His body of drawings consists mainly of figure and portrait studies and some genre scenes and landscapes. His drawings share similarities with other Haarlem artists of his time such as Bega, Dirk Helmbreker and van der Vinne. Their drawings are characterized by the tight, even hatching, dry handling of the chalk and the unusual lightning. He also usually worked directly from a life model. He favored head-and-shoulders and bust-length formats for his female sitters. His models usually occupy the whole space of the drawing and are rendered in an idealized manner. The sitters typically look at the viewer and are motionless, even when depicted in groups. His hatching is usually in one direction, and is similar to that used in etchings.

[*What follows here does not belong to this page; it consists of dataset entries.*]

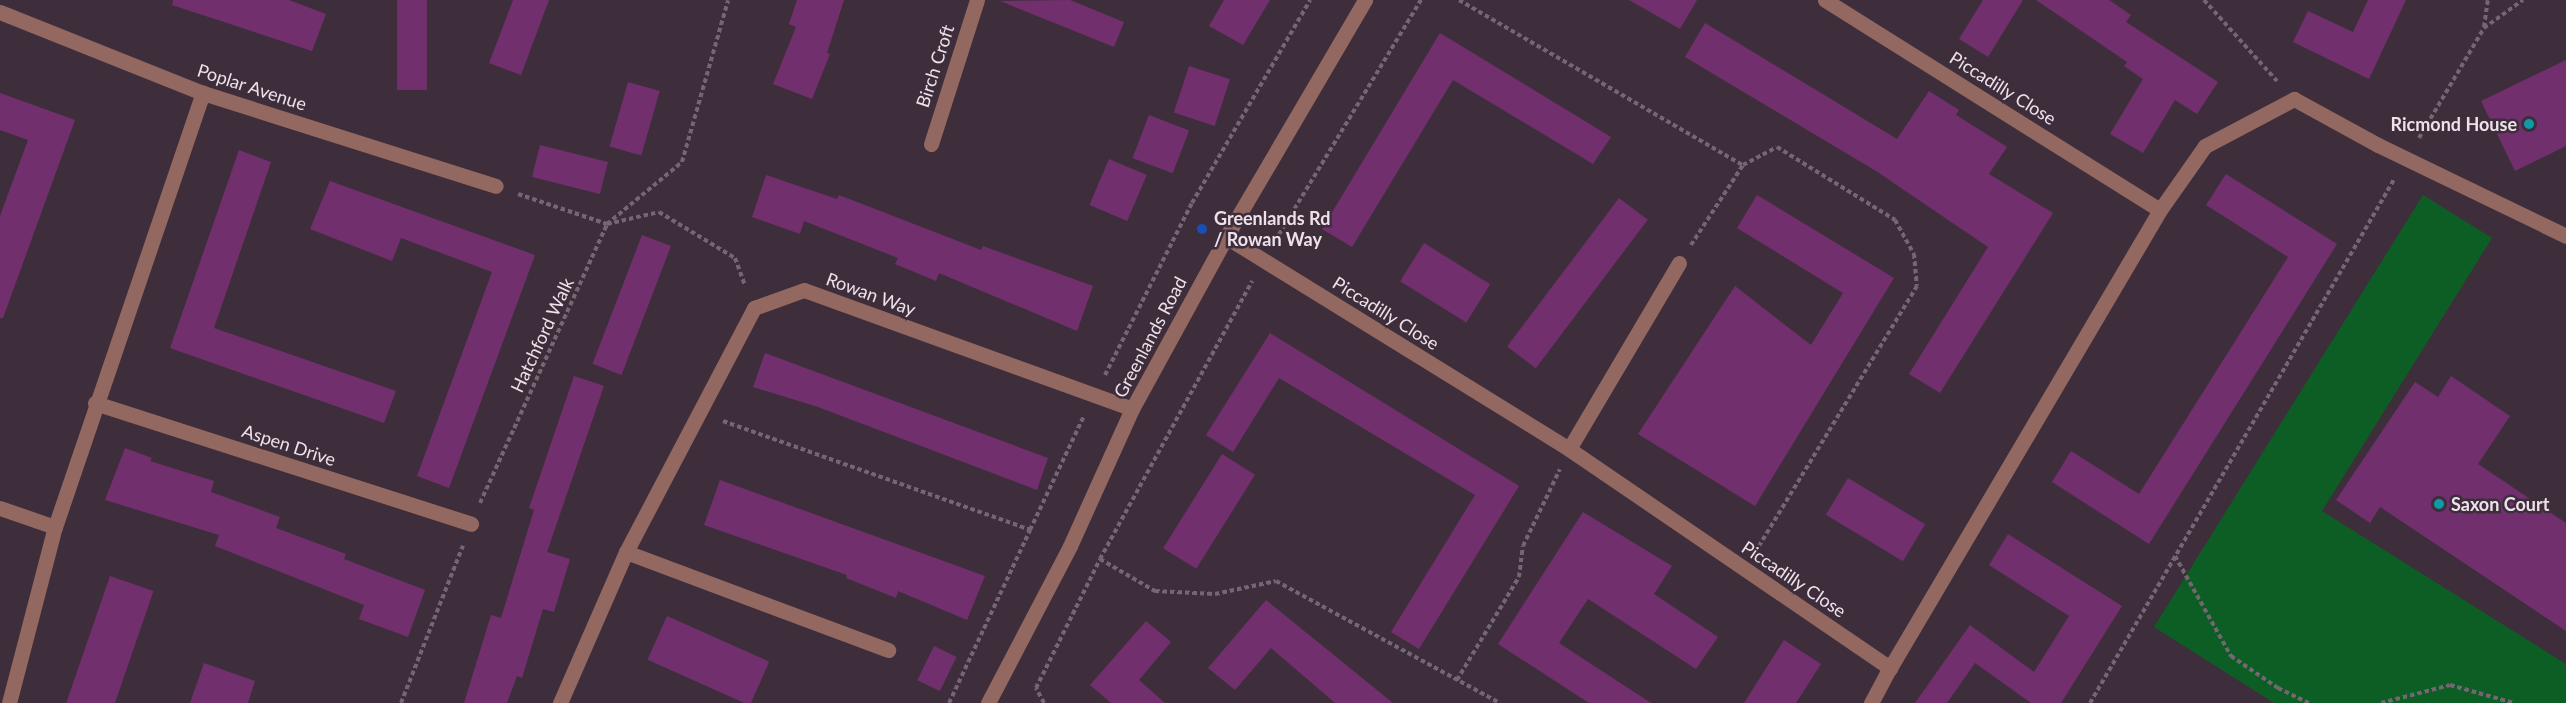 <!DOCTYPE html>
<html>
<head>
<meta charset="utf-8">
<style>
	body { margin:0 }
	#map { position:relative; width:2566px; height:703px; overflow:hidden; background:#3e2e3c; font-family:Lato,sans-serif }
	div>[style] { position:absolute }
	.green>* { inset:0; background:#0c5e25 }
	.building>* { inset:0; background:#722f6e; transform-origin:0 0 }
	.path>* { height:4px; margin-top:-2px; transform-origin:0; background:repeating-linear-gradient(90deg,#746672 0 4.5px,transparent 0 7.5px) }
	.minor>* { height:15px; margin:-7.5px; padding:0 7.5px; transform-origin:7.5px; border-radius:7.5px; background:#936860 }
	.dots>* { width:16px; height:16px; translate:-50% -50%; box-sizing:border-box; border:3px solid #3e2e3c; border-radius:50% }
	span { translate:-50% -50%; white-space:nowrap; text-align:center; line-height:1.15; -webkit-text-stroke:5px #3e2e3c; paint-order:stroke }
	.street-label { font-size:18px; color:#ede2eb }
	.poi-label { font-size:18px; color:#ede2eb; font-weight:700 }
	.right { translate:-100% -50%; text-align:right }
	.left { translate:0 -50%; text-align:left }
</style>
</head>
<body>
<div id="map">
	<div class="green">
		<i style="clip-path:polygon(2423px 195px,2492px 238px,2322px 511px,2566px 664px,2566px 703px,2274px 703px,2154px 627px)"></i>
	</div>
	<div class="building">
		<i style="clip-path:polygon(173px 0,289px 0,326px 14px,312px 51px,172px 5px)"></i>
		<i style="left:397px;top:0;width:30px;height:90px"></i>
		<i style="clip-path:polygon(513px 0,549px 0,521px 75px,489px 63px)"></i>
		<i style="clip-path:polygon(797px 0,844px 0,827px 53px,830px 54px,812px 99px,773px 84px,796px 27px,789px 24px)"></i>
		<i style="clip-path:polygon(1070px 0,1124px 22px,1114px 47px,1000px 1px)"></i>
		<i style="clip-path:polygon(1224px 0,1270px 0,1243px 45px,1209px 26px)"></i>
		<i style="clip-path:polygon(1629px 0,1697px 0,1680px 29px)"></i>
		<i style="clip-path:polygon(1983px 0,2023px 0,1988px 57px,1959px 39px)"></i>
		<i style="clip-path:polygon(2036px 0,2109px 0,2131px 15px,2126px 22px,2218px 82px,2197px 114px,2175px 100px,2143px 153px,2110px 134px,2143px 79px,2124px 66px,2127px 62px)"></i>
		<i style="clip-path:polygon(2368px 0,2406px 0,2369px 79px,2293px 42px,2308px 11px,2353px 32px)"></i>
		<i style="clip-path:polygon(1705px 23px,1897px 139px,1929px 91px,1959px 110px,1956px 115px,2007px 147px,1989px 174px,2053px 213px,1940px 393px,1909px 374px,1988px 247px,1876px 171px,1685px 57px)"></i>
		<i style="clip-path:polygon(1440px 33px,1611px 137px,1593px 164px,1453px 80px,1352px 247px,1322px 229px)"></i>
		<i style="clip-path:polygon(2566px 60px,2566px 146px,2515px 171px,2481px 101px)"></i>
		<i style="left:1189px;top:66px;width:43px;height:49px;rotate:18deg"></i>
		<i style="left:628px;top:82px;width:33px;height:67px;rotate:16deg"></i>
		<i style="clip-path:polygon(0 93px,75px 120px,3px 318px,0 318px,0 216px,28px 140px,0 130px)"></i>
		<i style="left:1149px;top:115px;width:43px;height:46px;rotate:21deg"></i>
		<i style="left:540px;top:145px;width:70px;height:33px;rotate:14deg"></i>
		<i style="clip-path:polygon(239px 150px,271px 162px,214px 328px,396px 391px,384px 423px,170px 348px)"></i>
		<i style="left:1109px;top:159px;width:41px;height:50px;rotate:23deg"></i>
		<i style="clip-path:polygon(2226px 174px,2337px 244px,2149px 544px,2052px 482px,2071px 451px,2139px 494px,2288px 257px,2206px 205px)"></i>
		<i style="clip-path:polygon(766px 175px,837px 199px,839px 195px,981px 250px,983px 246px,1093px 286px,1077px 331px,939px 273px,936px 281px,895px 264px,898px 258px,804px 221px,800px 234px,752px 217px)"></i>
		<i style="clip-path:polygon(330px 181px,535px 255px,449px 488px,417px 476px,492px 272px,401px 238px,392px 261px,310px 229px)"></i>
		<i style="clip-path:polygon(1757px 195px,1894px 278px,1755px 506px,1638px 434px,1735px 286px,1811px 345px,1843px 293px,1737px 228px)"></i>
		<i style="left:1619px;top:198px;width:36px;height:186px;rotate:37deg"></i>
		<i style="left:642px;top:235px;width:31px;height:138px;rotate:21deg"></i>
		<i style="left:1424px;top:243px;width:78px;height:45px;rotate:32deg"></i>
		<i style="clip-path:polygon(1270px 333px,1519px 486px,1419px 649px,1391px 632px,1475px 495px,1279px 378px,1233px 452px,1206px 435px)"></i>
		<i style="clip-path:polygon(765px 353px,1048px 458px,1037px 490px,818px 407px,753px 387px)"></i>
		<i style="clip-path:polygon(574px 376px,604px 386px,547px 552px,570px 559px,554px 612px,543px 609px,522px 678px,517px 676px,507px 703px,464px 703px,491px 615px,501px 618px,534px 510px,529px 508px)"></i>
		<i style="clip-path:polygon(2451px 376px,2510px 416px,2478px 464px,2566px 523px,2566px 631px,2380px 507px,2370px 523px,2336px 500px,2415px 382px,2438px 397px)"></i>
		<i style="clip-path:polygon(125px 448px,152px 458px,150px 461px,214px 481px,211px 492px,280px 517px,276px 528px,346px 554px,344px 559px,425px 590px,408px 637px,359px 619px,364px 605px,215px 546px,219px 535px,105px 500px)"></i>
		<i style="left:1222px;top:454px;width:39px;height:111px;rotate:32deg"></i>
		<i style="left:1848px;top:478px;width:90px;height:43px;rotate:31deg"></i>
		<i style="clip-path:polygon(720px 480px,985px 576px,967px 620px,898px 591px,896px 598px,846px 578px,847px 575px,704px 525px)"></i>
		<i style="clip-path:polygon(1583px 512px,1672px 566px,1654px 594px,1718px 637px,1696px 669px,1588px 599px,1559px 643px,1651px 703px,1589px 703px,1498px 644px)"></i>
		<i style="clip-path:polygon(2008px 534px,2122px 606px,2061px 703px,2031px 703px,1975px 663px,1947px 703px,1915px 703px,1970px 625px,2034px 672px,2069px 616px,1989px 565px)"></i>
		<i style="left:110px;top:576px;width:46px;height:134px;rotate:19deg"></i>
		<i style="clip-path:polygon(1266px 600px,1393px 703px,1335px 703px,1271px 648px,1235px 690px,1208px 668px)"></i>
		<i style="left:667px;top:616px;width:112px;height:48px;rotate:24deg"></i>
		<i style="clip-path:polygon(1146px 621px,1171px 642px,1139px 680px,1165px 703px,1111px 703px,1090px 685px)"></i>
		<i style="clip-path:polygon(1784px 640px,1821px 664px,1796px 703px,1744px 703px)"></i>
		<i style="left:934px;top:646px;width:25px;height:38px;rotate:26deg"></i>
		<i style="clip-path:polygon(204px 663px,255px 681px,248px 703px,190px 703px)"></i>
	</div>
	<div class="path">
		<i style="left:1459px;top:0;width:328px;rotate:30.2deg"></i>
		<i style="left:1743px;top:165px;width:38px;rotate:-28deg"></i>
		<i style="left:1777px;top:147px;width:139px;rotate:31.7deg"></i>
		<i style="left:1895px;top:220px;width:39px;rotate:61deg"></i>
		<i style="left:1914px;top:254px;width:32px;rotate:85deg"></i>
		<i style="left:1917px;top:286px;width:306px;rotate:121.3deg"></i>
		<i style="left:2204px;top:0;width:109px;rotate:48deg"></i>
		<i style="left:2484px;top:27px;width:27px;rotate:-82deg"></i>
		<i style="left:2419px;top:138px;width:128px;rotate:-59.4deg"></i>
		<i style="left:2484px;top:28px;width:48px;rotate:-35.7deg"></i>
		<i style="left:518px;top:194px;width:94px;rotate:18.6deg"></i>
		<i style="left:607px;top:224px;width:53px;rotate:-13deg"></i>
		<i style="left:659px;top:212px;width:89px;rotate:31.2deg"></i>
		<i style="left:735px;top:258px;width:29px;rotate:70deg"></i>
		<i style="left:1275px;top:241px;width:282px;rotate:-58.8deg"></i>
		<i style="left:1691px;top:245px;width:95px;rotate:-57deg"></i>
		<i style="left:1105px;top:375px;width:193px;rotate:-63.2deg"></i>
		<i style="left:1192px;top:203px;width:235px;rotate:-59.8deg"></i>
		<i style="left:723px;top:421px;width:326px;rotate:19.5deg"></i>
		<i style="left:1030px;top:530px;width:126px;rotate:-64.7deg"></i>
		<i style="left:480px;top:503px;width:307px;rotate:-65.5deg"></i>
		<i style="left:607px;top:224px;width:97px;rotate:-39.6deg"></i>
		<i style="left:682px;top:162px;width:168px;rotate:-74.1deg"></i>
		<i style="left:2175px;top:556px;width:115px;rotate:60.8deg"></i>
		<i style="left:2231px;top:656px;width:57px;rotate:34.2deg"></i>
		<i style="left:2278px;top:688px;width:34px;rotate:26deg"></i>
		<i style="left:1100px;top:559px;width:317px;rotate:-61.3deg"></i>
		<i style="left:1457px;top:680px;width:120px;rotate:-59deg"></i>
		<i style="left:1519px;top:577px;width:31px;rotate:-83deg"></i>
		<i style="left:1523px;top:546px;width:85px;rotate:-64.3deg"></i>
		<i style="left:401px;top:703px;width:169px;rotate:-68.5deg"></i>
		<i style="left:949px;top:703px;width:191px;rotate:-64.9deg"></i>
		<i style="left:1044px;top:703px;width:17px;rotate:-118deg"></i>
		<i style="left:1036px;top:688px;width:144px;rotate:-63.6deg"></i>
		<i style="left:1100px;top:559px;width:64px;rotate:30.2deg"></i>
		<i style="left:1155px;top:591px;width:60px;rotate:2.9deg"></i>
		<i style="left:1215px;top:594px;width:62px;rotate:-12deg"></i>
		<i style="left:1276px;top:581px;width:255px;rotate:28.6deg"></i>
		<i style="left:2090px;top:703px;width:607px;rotate:-59.85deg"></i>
		<i style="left:2381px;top:703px;width:71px;rotate:-14.6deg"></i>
		<i style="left:2450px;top:685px;width:66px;rotate:15.7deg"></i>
	</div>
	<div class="minor">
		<i style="left:1825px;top:0;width:395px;rotate:32.1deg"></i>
		<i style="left:0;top:12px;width:219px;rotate:21.8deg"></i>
		<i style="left:203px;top:93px;width:307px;rotate:17.6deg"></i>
		<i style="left:931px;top:144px;width:151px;rotate:-72.3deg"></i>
		<i style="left:1226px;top:237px;width:403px;rotate:31.7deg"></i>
		<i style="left:1569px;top:449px;width:389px;rotate:34.3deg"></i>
		<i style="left:1890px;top:668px;width:532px;rotate:-59.48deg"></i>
		<i style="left:2160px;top:210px;width:78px;rotate:-54.9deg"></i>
		<i style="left:2205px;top:146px;width:101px;rotate:-27.8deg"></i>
		<i style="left:2294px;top:99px;width:96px;rotate:28.7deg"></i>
		<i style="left:2378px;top:145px;width:209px;rotate:25.8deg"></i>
		<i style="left:95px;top:403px;width:395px;rotate:17.8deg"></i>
		<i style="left:1569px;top:449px;width:216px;rotate:-59.4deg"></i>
		<i style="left:0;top:508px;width:58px;rotate:19.1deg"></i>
		<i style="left:626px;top:552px;width:280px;rotate:20.5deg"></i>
		<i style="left:9px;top:703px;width:182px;rotate:-75.4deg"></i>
		<i style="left:55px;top:527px;width:459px;rotate:-71.2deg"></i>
		<i style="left:560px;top:703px;width:165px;rotate:-66.4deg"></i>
		<i style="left:626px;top:552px;width:276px;rotate:-62.3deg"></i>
		<i style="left:754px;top:308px;width:53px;rotate:-19.8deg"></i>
		<i style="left:804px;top:290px;width:349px;rotate:19.9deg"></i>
		<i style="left:988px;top:703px;width:177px;rotate:-62.4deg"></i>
		<i style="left:1070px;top:546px;width:150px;rotate:-65.7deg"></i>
		<i style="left:1132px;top:409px;width:196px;rotate:-61.3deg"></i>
		<i style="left:1226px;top:237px;width:275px;rotate:-59.6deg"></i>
		<i style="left:1871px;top:703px;width:40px;rotate:-62deg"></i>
	</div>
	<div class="dots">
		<i style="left:2529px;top:124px;background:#0f9aa8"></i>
		<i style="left:1202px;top:229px;background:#1a4fb4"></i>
		<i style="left:2439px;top:504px;background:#0f9aa8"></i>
	</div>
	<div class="street-label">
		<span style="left:935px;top:66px;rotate:-72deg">Birch Croft</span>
		<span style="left:252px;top:87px;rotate:18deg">Poplar Avenue</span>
		<span style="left:2003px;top:88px;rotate:32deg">Piccadilly Close</span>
		<span style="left:871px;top:294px;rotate:20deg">Rowan Way</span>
		<span style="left:1386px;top:313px;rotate:32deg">Piccadilly Close</span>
		<span style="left:542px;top:335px;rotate:-65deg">Hatchford Walk</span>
		<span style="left:1150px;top:337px;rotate:-62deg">Greenlands Road</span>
		<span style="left:289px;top:445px;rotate:18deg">Aspen Drive</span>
		<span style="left:1794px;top:579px;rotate:34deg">Piccadilly Close</span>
	</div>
	<div class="poi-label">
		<span class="right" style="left:2517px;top:124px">Ricmond House</span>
		<span class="left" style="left:1214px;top:229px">Greenlands Rd<br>/ Rowan Way</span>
		<span class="left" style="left:2451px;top:504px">Saxon Court</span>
	</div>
</div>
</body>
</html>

Van Cooghen added the day, month and year on 46 of his surviving drawings. This has allowed to establish a chronology. His style appears to have moved from a rather static and dry style to a looser and free-er style with bolder strokes and more movement. In his early drawings he used either red or black chalk on paper and rarely combined the two colors in one drawing. From 1654 he used either only black chalk sometimes in conjunction with pen and brown or black ink and wash or pen and ink on their own. He also used wet black chalk or oiled chalk or charcoal. His red and black drawings (all dating to the first half of the 1650s) are close to the Flemish style of his master Jordaens and Jan Cossiers. In his early career he made several copies after Jordaens as well after antique sculptures. He made watercolors but no examples of these are currently identified. Some of his drawings are studies for his prints.
===Prints===
His printed oeuvre encompasses no more than ten etchings all dated from 1664 to 1666. The subjects include Christ as a man of sorrows, Saint Sebastian, Saint Bavo with a falcon, four studies of warriors (after Salvator Rosa), a Woman bearing a jug, Bust of a woman and Trictrac players.